As far as I can tell from https://chromium.googlesource.com/chromium/src/net/+/refs/heads/main/base/mime_sniffer.cc Chromium does not appear to sniff text/html responses. They only invoke SniffXML (which is what they have for "feeds") for text/xml and application/xml. (Which seems to contradict step 4 of https://mimesniff.spec.whatwg.org/#determining-the-computed-mime-type-of-a-resource which does not allow sniffing of XML MIME types.)

@MattMenke2 I see you touched that Chromium code quite a bit, any thoughts?

@valenting @mozfreddyb do either of you know what Gecko does for text/html responses? Do they get sniffed for feeds as the MIME Sniffing standard suggests in step 5 of https://mimesniff.spec.whatwg.org/#determining-the-computed-mime-type-of-a-resource or are they not sniffed at all? (I got a bit lost trying to find the relevant callers of the functions in https://searchfox.org/mozilla-central/source/netwerk/streamconv/converters/nsUnknownDecoder.cpp.)

[MattMenke2]

I don't claim to be an expert on what MIME sniffing should actually do, but yes, my reading is also that Chrome does not sniff responses with a text/html content-type.

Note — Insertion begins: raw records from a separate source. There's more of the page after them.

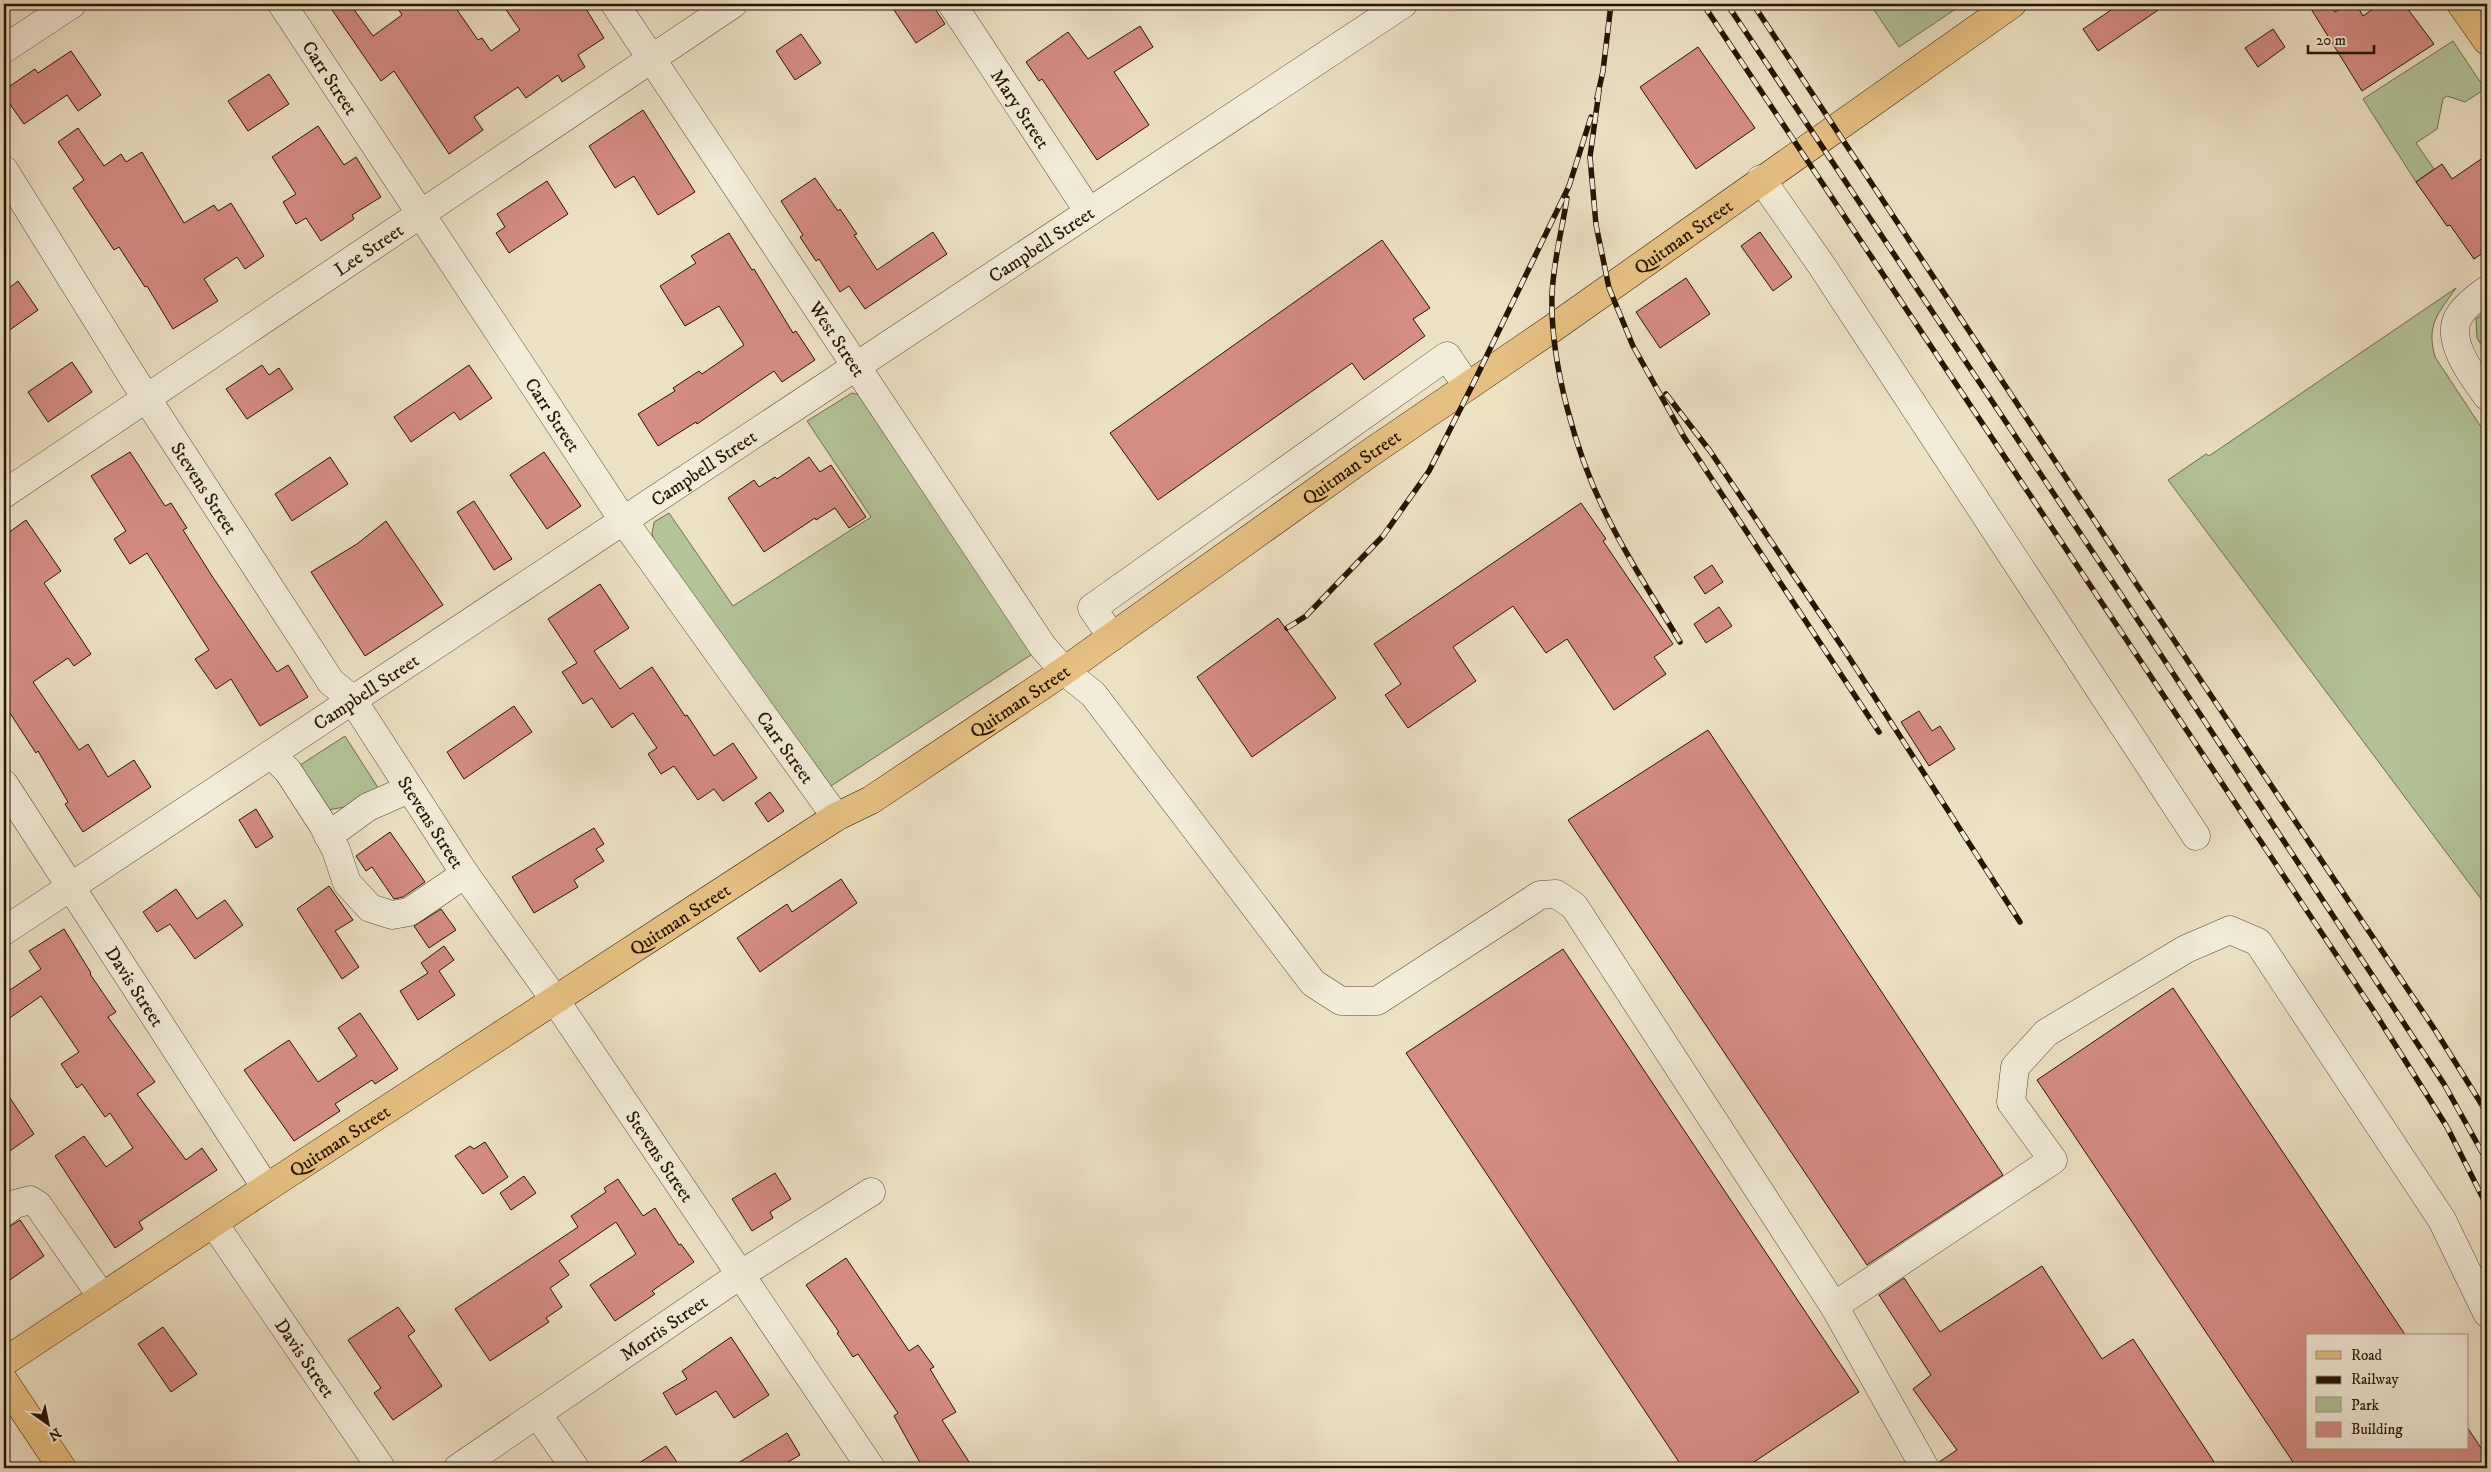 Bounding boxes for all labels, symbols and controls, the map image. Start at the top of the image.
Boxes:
scale bar [2308,22,2375,54]
text: 20 m [2316,31,2346,50]
street label: Carr Street [297,37,362,120]
street label: Mary Street [985,65,1054,153]
street label: Quitman Street [1630,195,1738,280]
street label: Campbell Street [985,202,1099,288]
street label: Lee Street [330,219,408,282]
street label: West Street [803,297,870,382]
street label: Carr Street [519,374,585,457]
street label: Quitman Street [1298,425,1406,511]
street label: Campbell Street [647,426,761,512]
street label: Stevens Street [165,438,242,539]
street label: Campbell Street [309,649,424,736]
street label: Quitman Street [966,660,1075,744]
street label: Carr Street [751,707,818,789]
street label: Stevens Street [392,772,468,873]
street label: Quitman Street [626,879,735,961]
street label: Davis Street [99,943,168,1031]
street label: Quitman Street [285,1100,395,1183]
street label: Stevens Street [620,1107,698,1207]
street label: Morris Street [616,1291,712,1367]
street label: Davis Street [269,1315,339,1403]
legend [2306,1334,2468,1450]
text: Road [2351,1346,2383,1365]
text: Railway [2351,1370,2399,1389]
text: Park [2351,1396,2380,1415]
north arrow [22,1400,72,1450]
text: Building [2351,1420,2403,1439]
text: N [44,1423,64,1445] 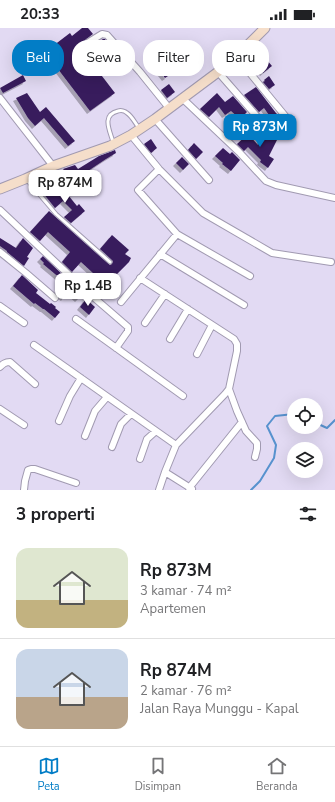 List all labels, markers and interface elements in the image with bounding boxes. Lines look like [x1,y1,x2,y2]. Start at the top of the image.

I also agree that Chrome's sniffing of files with those XML MIME types looks to violate spec, and would certainly love to see more standardization here (especially in the direction of less sniffing). Note that I'm no longer on Chrome's networking team. I'm still on Chrome, and still happy to talk about these things, just not a good decision person or driver of changes around, e.g., not sniffing files with XML types.

[josepharhar]

ccing some people who might be able to help with this
@ricea @horo-t @mikewest

[valenting]

@valenting @mozfreddyb do either of you know what Gecko does for text/html responses? Do they get sniffed for feeds as the MIME Sniffing standard suggests in step 5 of https://mimesniff.spec.whatwg.org/#determining-the-computed-mime-type-of-a-resource or are they not sniffed at all? (I got a bit lost trying to find the relevant callers of the functions in https://searchfox.org/mozilla-central/source/netwerk/streamconv/converters/nsUnknownDecoder.cpp.)

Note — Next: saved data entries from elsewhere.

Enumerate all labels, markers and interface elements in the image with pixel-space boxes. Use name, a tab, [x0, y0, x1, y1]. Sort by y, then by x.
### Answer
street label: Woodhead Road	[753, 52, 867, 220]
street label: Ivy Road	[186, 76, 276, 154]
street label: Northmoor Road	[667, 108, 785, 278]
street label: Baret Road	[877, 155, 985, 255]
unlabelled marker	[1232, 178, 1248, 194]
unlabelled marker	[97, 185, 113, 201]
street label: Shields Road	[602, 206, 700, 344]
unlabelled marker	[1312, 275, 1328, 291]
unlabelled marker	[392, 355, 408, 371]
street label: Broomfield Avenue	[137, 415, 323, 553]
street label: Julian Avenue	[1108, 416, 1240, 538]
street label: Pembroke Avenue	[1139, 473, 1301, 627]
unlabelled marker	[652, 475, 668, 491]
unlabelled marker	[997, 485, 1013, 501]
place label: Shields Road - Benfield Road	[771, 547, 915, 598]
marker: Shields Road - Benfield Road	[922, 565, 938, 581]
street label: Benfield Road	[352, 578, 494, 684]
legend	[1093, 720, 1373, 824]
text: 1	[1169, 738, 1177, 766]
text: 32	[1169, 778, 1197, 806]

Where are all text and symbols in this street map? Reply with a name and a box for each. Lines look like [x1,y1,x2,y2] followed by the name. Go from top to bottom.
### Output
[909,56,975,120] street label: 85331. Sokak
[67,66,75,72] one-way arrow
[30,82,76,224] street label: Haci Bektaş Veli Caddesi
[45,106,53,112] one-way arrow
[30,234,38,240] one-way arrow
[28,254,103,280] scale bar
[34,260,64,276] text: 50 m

As far as I can tell we we don't create an nsUnknownDecoder if it's already present on the response.
@farre and @sefeng211 have been working with this code recently so they might know more.

[farre]

There's also a sniff happening here, if LOAD_CALL_CONTENT_SNIFFERS is set, which it is in nsDocShellLoadState::CalculateChannelLoadFlags, but I'm not sure if we're hitting that path, I'd have to check. And I also don't know which sniffers would get called there in that case. It might just be media sniffers.

[mikewest]

cc @otherdaniel, who's looking into sniffing (or not) insofar as it impacts ORB.